Zumindest laut meinem Pas bin ich ein richtiger Däne und gestern zog auf der Straße aus undefinierbarer Richtung ein Frikadellenduft vorbei, der mich daran erinnerte, das ich schon ewig keine dänischen Frikadellen mehr gegessen hatte. Diese unterscheiden sich von deutschen Buletten dadurch, das kein altes Brot enthalten,  wesentlich lockerer in der Konsistenz sind und mit Mineralwasser zubereitet werden.
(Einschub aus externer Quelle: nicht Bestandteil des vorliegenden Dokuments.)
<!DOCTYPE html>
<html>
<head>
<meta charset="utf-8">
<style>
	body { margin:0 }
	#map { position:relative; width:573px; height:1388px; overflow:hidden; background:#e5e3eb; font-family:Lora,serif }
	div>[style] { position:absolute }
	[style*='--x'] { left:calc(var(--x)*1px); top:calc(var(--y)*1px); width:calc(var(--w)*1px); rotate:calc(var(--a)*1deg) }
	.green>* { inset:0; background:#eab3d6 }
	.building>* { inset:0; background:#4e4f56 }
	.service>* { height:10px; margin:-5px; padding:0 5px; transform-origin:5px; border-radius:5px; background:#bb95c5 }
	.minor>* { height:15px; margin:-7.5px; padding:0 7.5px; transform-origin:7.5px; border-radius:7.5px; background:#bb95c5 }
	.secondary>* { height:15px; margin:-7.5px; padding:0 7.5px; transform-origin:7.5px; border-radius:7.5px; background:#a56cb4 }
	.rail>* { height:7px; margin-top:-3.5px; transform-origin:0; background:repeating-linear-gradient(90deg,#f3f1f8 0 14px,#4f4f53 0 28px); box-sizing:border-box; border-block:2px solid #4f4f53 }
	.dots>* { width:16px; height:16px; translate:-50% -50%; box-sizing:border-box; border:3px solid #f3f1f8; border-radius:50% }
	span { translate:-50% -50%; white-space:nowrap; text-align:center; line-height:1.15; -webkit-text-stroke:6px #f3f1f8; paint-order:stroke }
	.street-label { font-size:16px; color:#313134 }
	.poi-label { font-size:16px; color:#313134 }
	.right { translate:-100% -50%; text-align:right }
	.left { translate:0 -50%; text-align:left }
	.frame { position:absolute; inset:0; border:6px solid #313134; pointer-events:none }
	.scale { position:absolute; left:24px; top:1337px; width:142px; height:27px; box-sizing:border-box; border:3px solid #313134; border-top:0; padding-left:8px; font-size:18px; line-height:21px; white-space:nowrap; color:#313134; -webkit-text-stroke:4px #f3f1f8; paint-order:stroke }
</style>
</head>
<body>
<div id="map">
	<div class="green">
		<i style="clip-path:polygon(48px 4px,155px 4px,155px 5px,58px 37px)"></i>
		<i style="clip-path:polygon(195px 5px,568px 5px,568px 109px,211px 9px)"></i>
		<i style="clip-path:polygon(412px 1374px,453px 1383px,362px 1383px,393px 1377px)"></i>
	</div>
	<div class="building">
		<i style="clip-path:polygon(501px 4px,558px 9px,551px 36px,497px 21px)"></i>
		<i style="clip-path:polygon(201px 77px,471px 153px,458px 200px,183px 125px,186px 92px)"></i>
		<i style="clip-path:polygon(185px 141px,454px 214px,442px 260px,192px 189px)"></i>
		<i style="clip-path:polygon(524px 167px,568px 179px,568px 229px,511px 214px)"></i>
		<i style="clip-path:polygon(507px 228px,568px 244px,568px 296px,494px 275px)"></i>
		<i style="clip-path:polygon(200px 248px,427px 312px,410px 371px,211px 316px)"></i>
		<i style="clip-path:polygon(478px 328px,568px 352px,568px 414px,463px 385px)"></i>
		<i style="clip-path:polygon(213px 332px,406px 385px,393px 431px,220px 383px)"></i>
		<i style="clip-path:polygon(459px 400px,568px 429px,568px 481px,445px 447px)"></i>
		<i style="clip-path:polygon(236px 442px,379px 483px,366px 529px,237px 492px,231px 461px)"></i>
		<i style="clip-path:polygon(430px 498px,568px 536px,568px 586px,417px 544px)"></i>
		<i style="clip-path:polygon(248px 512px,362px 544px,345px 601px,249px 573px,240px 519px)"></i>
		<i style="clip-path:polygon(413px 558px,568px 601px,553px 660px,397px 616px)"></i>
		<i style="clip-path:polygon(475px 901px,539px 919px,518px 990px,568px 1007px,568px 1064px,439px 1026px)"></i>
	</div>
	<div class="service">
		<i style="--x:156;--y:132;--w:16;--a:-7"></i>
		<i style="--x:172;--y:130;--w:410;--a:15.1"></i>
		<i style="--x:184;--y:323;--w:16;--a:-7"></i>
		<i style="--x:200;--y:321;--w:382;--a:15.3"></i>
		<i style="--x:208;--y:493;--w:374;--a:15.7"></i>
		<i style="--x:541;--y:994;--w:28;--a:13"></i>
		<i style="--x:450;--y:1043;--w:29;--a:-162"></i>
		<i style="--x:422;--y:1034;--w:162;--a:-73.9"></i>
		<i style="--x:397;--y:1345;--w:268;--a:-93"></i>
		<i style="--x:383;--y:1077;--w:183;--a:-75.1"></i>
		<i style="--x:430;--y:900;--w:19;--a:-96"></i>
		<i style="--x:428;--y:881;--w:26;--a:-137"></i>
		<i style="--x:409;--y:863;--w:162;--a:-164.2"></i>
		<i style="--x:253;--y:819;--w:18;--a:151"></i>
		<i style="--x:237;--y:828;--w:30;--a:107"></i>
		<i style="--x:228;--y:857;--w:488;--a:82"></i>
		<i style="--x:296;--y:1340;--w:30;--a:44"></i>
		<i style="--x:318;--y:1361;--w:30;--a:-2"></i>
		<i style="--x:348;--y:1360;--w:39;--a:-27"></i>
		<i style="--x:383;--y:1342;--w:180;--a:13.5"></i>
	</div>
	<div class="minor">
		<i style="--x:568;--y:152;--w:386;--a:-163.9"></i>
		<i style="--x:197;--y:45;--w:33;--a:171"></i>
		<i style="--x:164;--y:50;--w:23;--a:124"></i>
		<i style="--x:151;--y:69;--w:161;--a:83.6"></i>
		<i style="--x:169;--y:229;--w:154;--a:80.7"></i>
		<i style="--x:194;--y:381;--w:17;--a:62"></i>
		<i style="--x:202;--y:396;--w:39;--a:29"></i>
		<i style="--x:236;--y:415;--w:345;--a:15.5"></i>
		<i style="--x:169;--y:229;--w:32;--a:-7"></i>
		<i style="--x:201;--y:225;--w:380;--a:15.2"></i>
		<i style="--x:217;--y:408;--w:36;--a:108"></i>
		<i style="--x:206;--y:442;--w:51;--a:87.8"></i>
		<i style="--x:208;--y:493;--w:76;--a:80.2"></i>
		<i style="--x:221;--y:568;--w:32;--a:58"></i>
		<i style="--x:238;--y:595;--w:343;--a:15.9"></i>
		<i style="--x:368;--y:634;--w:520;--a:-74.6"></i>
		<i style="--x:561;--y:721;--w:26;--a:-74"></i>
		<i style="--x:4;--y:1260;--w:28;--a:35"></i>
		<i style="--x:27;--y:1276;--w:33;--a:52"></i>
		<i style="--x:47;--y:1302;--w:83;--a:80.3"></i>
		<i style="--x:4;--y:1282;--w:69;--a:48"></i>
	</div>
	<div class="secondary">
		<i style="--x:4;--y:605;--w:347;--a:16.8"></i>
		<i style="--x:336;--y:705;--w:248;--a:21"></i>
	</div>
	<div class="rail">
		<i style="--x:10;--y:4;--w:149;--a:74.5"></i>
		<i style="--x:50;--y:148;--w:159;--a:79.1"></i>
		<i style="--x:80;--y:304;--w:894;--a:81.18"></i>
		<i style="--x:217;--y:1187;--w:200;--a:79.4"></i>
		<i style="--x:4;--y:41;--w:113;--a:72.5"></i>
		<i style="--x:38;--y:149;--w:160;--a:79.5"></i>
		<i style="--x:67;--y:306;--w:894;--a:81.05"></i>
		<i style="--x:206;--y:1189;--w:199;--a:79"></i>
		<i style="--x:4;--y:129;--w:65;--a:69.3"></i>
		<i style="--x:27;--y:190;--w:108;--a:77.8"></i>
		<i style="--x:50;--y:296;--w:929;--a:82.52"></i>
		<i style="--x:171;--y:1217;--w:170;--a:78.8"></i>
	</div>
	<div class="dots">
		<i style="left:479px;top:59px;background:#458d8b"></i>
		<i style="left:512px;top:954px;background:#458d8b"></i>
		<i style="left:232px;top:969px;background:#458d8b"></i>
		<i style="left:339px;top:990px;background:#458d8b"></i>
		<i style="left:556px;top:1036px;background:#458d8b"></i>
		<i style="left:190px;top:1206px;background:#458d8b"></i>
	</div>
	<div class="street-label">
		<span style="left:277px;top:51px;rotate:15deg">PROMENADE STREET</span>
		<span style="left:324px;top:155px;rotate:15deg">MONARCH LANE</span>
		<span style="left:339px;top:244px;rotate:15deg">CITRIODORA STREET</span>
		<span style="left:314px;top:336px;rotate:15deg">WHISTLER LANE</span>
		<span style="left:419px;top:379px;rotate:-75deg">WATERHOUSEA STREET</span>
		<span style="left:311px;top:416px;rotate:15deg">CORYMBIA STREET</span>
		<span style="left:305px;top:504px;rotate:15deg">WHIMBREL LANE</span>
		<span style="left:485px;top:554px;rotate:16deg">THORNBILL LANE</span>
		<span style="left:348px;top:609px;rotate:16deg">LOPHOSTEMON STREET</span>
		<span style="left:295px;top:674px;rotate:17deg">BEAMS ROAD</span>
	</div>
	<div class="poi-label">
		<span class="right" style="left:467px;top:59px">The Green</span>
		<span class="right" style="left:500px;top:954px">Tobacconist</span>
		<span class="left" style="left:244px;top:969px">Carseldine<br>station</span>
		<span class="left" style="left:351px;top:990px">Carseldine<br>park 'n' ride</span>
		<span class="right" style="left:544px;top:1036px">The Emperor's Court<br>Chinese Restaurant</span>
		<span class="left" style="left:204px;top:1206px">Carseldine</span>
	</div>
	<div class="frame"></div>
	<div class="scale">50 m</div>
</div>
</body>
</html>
Also schnell im Supermarkt die wenigen Zutaten besorgt und los gehts:

Man braucht:
zutaten-frikadellen

- 500 Gramm gemischtes Hack
- eine Zwiebel
- ein Ei
- 40 Gramm Mehl
- 1 EL Senf
- Salz & Pfeffer

1) Zuerst die Zwiebel klein hacken und anbraten, während dessen Hackfleisch mit Mehl vermengen, langsam das Mineralwasser einrühren, salzen und pfeffern.
2) Die Zwiebeln, das Ei und den Senf hinzufügen, durchmischen und 15 Minuten kalt stellen.
3) Öl in einer Pfanne erhitzen, und von der Fleischmasse volle Esslöffel rund formen und in das heisse Fett gleiten lassen.
danish-frikadellen
4) ca. 10-15 Minuten braten, dabei öfter wenden
frikadellen-gitter

5) Danach auf einem Gitter abtropfen und ein wenig abkühlen lassen.
frikadellen-fertig

6) Servieren ! Die Dänen essen das Gerne mit (natürlich) Kartoffeln, eingelegter Roter Beete und auch brauner Sauce. Ich ess das aber auch gerne EINFACH SO !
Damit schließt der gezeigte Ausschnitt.